# Grand Canyon



## actsholy44 (Dec 21, 2007)

Well was gonna go to yosemite but somehow ended up in the Grand Canyon than on to Quarzite,the canyon was about 10 degrees at night and about 35 in the Day Cold but all and all it was very nice. Was in awe the whole time, Than on to arizona my wife went shopping nuts.I'll post pics soon


----------



## skippershe (May 22, 2006)

So what happened? Did you forget your GPS??







JK!

Glad you had a good time!
Looking forward to pics...did you know we love pics????


----------



## actsholy44 (Dec 21, 2007)

You know Im still wondering


----------



## h2oman (Nov 17, 2005)

You're probably glad you're not in Yosemite tonight.


----------



## Oregon_Camper (Sep 13, 2004)

actsholy44 said:


> Well was gonna go to yosemite but somehow ended up in the Grand Canyon than on to Quarzite,the canyon was about 10 degrees at night and about 35 in the Day Cold but all and all it was very nice. Was in awe the whole time, Than on to arizona *my wife went shopping nuts.I'll post pics soon*


I don't need pictures of that...I have plently of images of my DW shopping....























....."but it was on sale"


----------



## Tonopah (Nov 17, 2007)

Which Grand Canyon campground did you stay at and what did you think of it?


----------



## s'more (Jun 8, 2005)

Is it true that you can't drive to the viewpoints anymore? You have to park some miles away, and take a shuttle bus or something???


----------



## summergames84 (Mar 6, 2004)

s said:


> Is it true that you can't drive to the viewpoints anymore? You have to park some miles away, and take a shuttle bus or something???

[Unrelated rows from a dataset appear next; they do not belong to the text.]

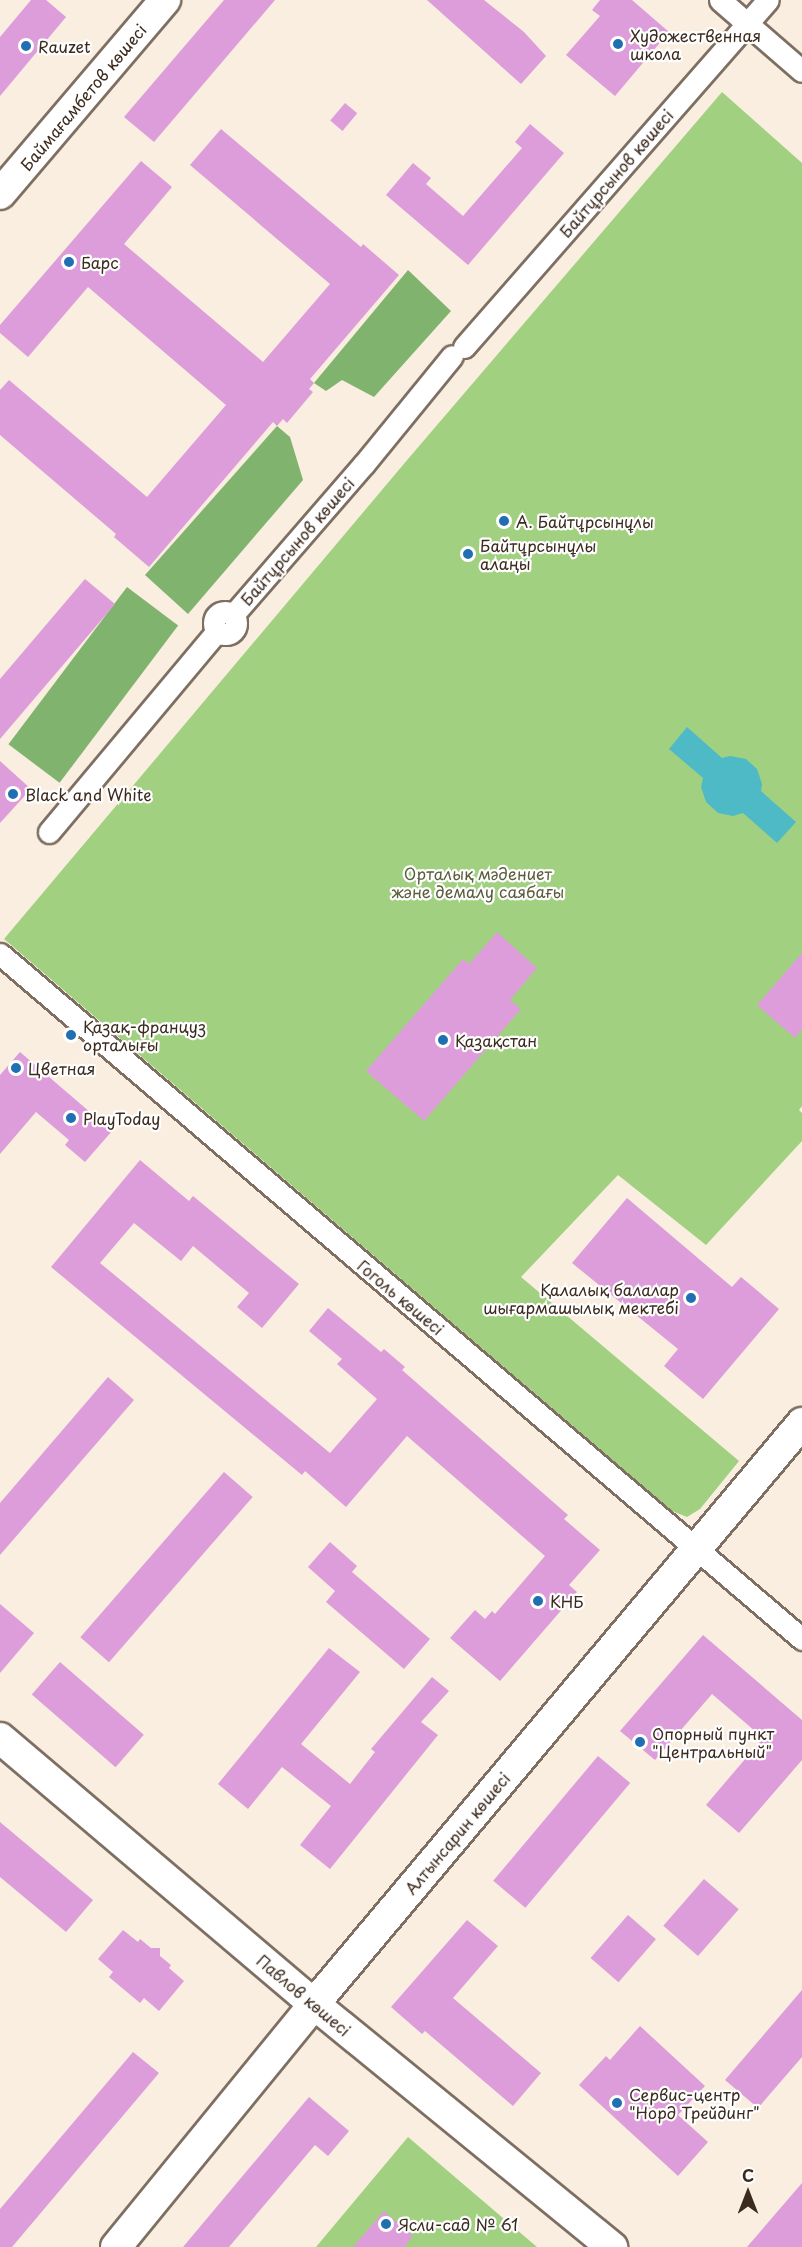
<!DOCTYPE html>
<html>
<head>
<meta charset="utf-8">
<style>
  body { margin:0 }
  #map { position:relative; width:802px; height:2247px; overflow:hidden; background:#f9eedf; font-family:"Playpen Sans",sans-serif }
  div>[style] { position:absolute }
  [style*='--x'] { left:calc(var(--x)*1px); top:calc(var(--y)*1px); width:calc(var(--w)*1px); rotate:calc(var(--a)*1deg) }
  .green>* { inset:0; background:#a1d180 }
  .forest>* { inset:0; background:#80b36e; transform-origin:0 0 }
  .water>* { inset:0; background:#4dbac6 }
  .building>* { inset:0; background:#dc9dda; transform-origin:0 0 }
  .roads { filter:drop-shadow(2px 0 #7e6f62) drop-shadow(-2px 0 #7e6f62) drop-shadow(0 2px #7e6f62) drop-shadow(0 -2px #7e6f62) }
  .street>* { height:21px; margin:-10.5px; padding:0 10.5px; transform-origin:10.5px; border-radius:10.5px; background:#fff }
  .street>.ring { margin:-10.5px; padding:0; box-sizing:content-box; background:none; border:21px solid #fff; border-radius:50% }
  .secondary>* { height:30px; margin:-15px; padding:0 15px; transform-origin:15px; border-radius:15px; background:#fff }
  .dots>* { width:16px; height:16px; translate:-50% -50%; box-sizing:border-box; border:3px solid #fff; border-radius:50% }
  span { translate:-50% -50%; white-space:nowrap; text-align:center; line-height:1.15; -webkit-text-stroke:4.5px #fff; paint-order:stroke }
  .poi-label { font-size:16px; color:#3b2a1e }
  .left { translate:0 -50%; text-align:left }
  .right { translate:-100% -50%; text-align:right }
  .street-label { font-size:16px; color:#3b2a1e }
  .park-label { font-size:16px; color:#5a5c3b }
  .north { position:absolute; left:718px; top:2163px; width:60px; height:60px; -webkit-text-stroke:4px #fff; paint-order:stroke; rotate:0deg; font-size:16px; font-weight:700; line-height:24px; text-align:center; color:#3b2a1e }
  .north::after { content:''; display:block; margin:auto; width:21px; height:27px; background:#3b2a1e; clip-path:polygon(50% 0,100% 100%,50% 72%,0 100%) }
</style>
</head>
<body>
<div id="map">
  <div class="green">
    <i style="clip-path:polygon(722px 92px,802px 163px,802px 1106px,799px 1110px,802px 1113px,802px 1141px,706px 1245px,618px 1175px,521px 1277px,739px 1461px,700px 1509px,687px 1517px,672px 1511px,4px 939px,408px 459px)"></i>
    <i style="clip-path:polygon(408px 2137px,537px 2247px,316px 2247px)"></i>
  </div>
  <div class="forest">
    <i style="clip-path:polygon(408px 270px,451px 311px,374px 397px,342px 380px,326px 391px,314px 383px)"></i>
    <i style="clip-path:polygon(277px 426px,290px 437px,303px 480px,188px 614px,145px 575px)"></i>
    <i style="left:127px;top:587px;width:64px;height:197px;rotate:37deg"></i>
  </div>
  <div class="water">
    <i style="clip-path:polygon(687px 727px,722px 758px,730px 756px,746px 759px,757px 769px,762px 784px,761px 791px,796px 822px,777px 843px,743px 813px,733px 816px,718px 813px,706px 802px,701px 787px,703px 778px,669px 749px)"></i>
  </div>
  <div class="building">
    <i style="clip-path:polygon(31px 0,46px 0,66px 17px,0 96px,0 37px)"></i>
    <i style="clip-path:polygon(224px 0,275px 0,154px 142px,124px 117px)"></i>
    <i style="clip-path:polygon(427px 0,484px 0,524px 32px,546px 56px,521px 84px)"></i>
    <i style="clip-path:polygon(600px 0,632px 0,669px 32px,615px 96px,566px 55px,600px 16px,592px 10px)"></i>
    <i style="left:345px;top:103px;width:16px;height:23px;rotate:40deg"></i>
    <i style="clip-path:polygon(530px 124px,564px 153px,468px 265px,386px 195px,413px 163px,431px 178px,426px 184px,463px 216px,522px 148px,515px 142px)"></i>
    <i style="clip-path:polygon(221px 129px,361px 247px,363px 244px,399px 275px,310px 379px,314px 383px,309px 389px,313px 392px,287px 423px,283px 419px,277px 426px,273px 422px,149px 567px,114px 537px,116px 534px,0 435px,0 390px,9px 380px,147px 497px,226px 405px,88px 287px,28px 357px,0 333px,0 325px,141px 161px,172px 187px,124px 244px,263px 362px,330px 284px,190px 165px)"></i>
    <i style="clip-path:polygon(85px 579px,115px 604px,0 739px,0 679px)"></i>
    <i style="clip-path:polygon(0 761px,31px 789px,0 823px)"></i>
    <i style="clip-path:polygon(497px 932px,537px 968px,510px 1000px,521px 1009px,424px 1121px,366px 1071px,463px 959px,469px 964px)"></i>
    <i style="clip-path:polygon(802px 953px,802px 1029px,795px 1038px,757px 1005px)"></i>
    <i style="clip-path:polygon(20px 1052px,112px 1131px,85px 1162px,65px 1145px,69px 1140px,36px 1112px,0 1154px,0 1075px)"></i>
    <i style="clip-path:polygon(140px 1160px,189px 1201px,193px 1196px,299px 1284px,262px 1328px,237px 1307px,249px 1293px,193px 1246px,181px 1261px,134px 1223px,100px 1263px,330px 1453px,377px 1399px,337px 1364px,342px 1359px,309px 1331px,328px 1308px,381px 1352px,384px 1349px,405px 1367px,402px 1370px,568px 1515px,564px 1519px,600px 1550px,569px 1585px,577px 1592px,500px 1681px,450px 1638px,475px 1610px,485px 1619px,492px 1611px,495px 1614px,545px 1556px,407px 1436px,346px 1507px,305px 1471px,302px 1475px,51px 1267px)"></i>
    <i style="clip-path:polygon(627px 1198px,732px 1287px,741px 1277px,779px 1309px,703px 1399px,664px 1366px,678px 1349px,572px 1263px)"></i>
    <i style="clip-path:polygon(108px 1377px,134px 1400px,0 1555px,0 1503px)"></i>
    <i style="left:224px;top:1472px;width:38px;height:219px;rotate:41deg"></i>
    <i style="clip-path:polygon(330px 1542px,357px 1566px,352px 1572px,430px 1639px,404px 1669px,326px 1602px,335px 1591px,308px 1567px)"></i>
    <i style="clip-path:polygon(0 1604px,34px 1633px,0 1673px)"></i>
    <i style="clip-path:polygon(703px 1635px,802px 1720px,802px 1760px,739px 1833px,706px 1805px,763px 1738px,712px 1694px,655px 1760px,620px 1731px)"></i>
    <i style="clip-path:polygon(329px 1648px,360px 1672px,301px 1744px,350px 1784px,375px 1752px,371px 1749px,432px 1677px,449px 1691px,421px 1722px,438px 1735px,330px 1869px,300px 1845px,331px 1806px,282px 1767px,248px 1809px,218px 1784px)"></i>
    <i style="left:60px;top:1662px;width:111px;height:43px;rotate:41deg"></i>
    <i style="left:598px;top:1756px;width:42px;height:163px;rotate:40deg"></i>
    <i style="clip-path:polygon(0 1822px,93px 1900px,66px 1932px,0 1877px)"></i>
    <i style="left:704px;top:1879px;width:46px;height:62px;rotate:41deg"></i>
    <i style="left:628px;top:1915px;width:37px;height:57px;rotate:41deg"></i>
    <i style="clip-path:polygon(467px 1920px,498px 1946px,453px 1998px,541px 2073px,513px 2106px,425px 2031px,422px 2034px,391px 2007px)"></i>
    <i style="clip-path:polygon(123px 1930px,138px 1942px,140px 1939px,151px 1948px,160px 1948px,160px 1956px,171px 1965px,169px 1968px,184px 1981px,159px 2011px,144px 1998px,140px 2003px,109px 1977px,113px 1972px,98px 1959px)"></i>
    <i style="clip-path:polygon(802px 1990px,802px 2057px,758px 2108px,725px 2080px)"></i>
    <i style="clip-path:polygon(640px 2026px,705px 2086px,678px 2115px,708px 2142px,678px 2176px,579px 2085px,606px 2056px,610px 2060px)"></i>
    <i style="clip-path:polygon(133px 2052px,159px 2073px,12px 2247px,0 2247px,0 2209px)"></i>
    <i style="clip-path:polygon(309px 2097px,349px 2131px,328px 2156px,315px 2145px,229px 2247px,183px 2247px)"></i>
    <i style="clip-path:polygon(802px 2183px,802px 2247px,747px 2247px)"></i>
    <i style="clip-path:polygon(384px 2211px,413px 2236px,404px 2247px,353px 2247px)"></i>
  </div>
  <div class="roads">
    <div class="street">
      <i style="--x:720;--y:0;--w:108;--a:40.9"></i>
      <i style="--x:464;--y:347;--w:461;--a:-48.8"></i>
      <i class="ring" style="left:214px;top:612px;width:1px;height:1px"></i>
      <i style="--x:233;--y:615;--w:200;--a:-49.1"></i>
      <i style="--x:364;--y:464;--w:139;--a:-50.8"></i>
      <i style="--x:49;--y:832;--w:262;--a:-50.1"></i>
      <i style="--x:0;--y:954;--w:1055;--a:40.5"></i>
    </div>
    <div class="secondary">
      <i style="--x:0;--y:194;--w:255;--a:-49.6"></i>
      <i style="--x:0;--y:1738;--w:412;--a:40.3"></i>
      <i style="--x:314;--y:2004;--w:385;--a:39.2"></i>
      <i style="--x:116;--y:2247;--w:313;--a:-50.8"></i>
      <i style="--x:314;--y:2004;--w:759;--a:-49.97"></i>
    </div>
  </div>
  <div class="dots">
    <i style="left:618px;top:44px;background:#1f6fb2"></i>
    <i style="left:26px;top:46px;background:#1f6fb2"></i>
    <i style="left:69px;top:262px;background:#1f6fb2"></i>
    <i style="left:504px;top:521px;background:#1f6fb2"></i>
    <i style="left:468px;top:554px;background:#1f6fb2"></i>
    <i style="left:13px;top:794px;background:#1f6fb2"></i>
    <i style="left:71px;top:1035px;background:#1f6fb2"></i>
    <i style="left:443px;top:1040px;background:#1f6fb2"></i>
    <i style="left:16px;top:1068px;background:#1f6fb2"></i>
    <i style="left:71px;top:1118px;background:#1f6fb2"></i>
    <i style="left:691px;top:1298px;background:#1f6fb2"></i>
    <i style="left:538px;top:1601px;background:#1f6fb2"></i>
    <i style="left:640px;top:1742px;background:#1f6fb2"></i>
    <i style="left:617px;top:2103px;background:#1f6fb2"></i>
    <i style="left:386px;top:2224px;background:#1f6fb2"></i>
  </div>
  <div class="poi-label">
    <span class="left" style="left:630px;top:44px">Художественная<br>школа</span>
    <span class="left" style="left:38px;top:46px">Rauzet</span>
    <span class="left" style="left:81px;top:262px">Барс</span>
    <span class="left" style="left:516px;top:521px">А. Байтұрсынұлы</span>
    <span class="left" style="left:480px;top:554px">Байтұрсынұлы<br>алаңы</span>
    <span class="left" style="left:25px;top:794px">Black and White</span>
    <span class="left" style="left:83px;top:1035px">Қазақ-француз<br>орталығы</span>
    <span class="left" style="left:455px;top:1040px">Қазақстан</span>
    <span class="left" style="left:28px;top:1068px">Цветная</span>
    <span class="left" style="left:83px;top:1118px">PlayToday</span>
    <span class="right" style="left:679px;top:1298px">Қалалық балалар<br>шығармашылық мектебі</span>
    <span class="left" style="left:550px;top:1601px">КНБ</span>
    <span class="left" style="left:652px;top:1742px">Опорный пункт<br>"Центральный"</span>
    <span class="left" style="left:629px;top:2103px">Сервис-центр<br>"Норд Трейдинг"</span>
    <span class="left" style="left:398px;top:2224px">Ясли-сад № 61</span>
  </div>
  <div class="street-label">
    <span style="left:83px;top:97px;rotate:-50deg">Баймағамбетов көшесі</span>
    <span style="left:616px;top:173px;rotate:-49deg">Байтұрсынов көшесі</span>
    <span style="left:297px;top:541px;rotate:-49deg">Байтұрсынов көшесі</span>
    <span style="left:401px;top:1297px;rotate:40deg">Гоголь көшесі</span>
    <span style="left:457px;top:1833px;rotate:-50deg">Алтынсарин көшесі</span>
    <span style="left:304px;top:1995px;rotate:40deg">Павлов көшесі</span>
  </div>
  <div class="park-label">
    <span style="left:478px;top:882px">Орталық мәдениет<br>және демалу саябағы</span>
  </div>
  <div class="north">С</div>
</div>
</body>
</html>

Parking isn't that far away, but yes, you have to take the shuttles that run continously along the canyon, stopping at designated viewpoints. I think it is a great system to cut down on the traffic. We stayed at the campground inside the park, walking distance to the canyon, or a shuttle comes to the entrance of the campground. Spots are tight, but they need to maximize the space. Besides, who wants to sit in a campground when the Grand Canyon is 1/4 mile away! We were there in late May and temps at night were about 30, days about 70-75. Perfect.


----------



## actsholy44 (Dec 21, 2007)

you can still drive right up on we stayed in the park campgrounds,with hookups only the spiket was frozen


----------



## Oregon_Camper (Sep 13, 2004)

actsholy44 said:


> you can still drive right up on we stayed in the park campgrounds,with hookups only the spiket was frozen


not really "full" hookups then.


----------